INFORMATION PROVIDED:
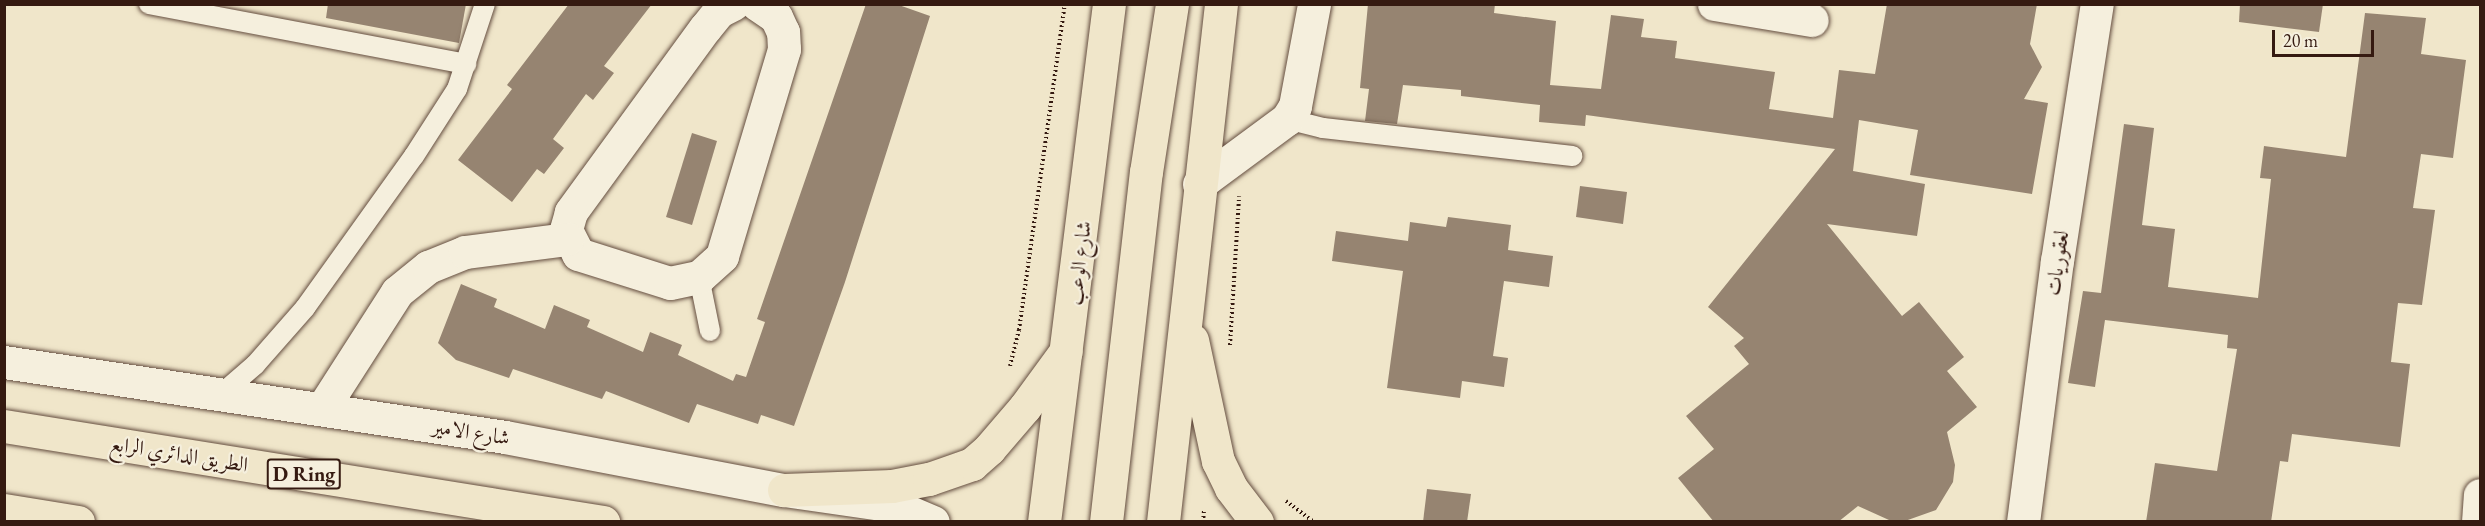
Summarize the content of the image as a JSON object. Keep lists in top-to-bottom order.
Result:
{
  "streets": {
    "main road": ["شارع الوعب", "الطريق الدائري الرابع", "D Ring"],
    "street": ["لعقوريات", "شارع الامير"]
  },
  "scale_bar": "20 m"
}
---
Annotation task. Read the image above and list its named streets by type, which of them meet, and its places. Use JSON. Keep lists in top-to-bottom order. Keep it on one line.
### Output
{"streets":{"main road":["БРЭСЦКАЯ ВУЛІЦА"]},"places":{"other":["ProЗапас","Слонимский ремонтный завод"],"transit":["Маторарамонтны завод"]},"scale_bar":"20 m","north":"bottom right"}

EXERCISE REQUIREMENTS:
Please report how many lines in the records above contain the word "Keep", and give nothing but the number.

OUTPUT FOR THIS TASK:
2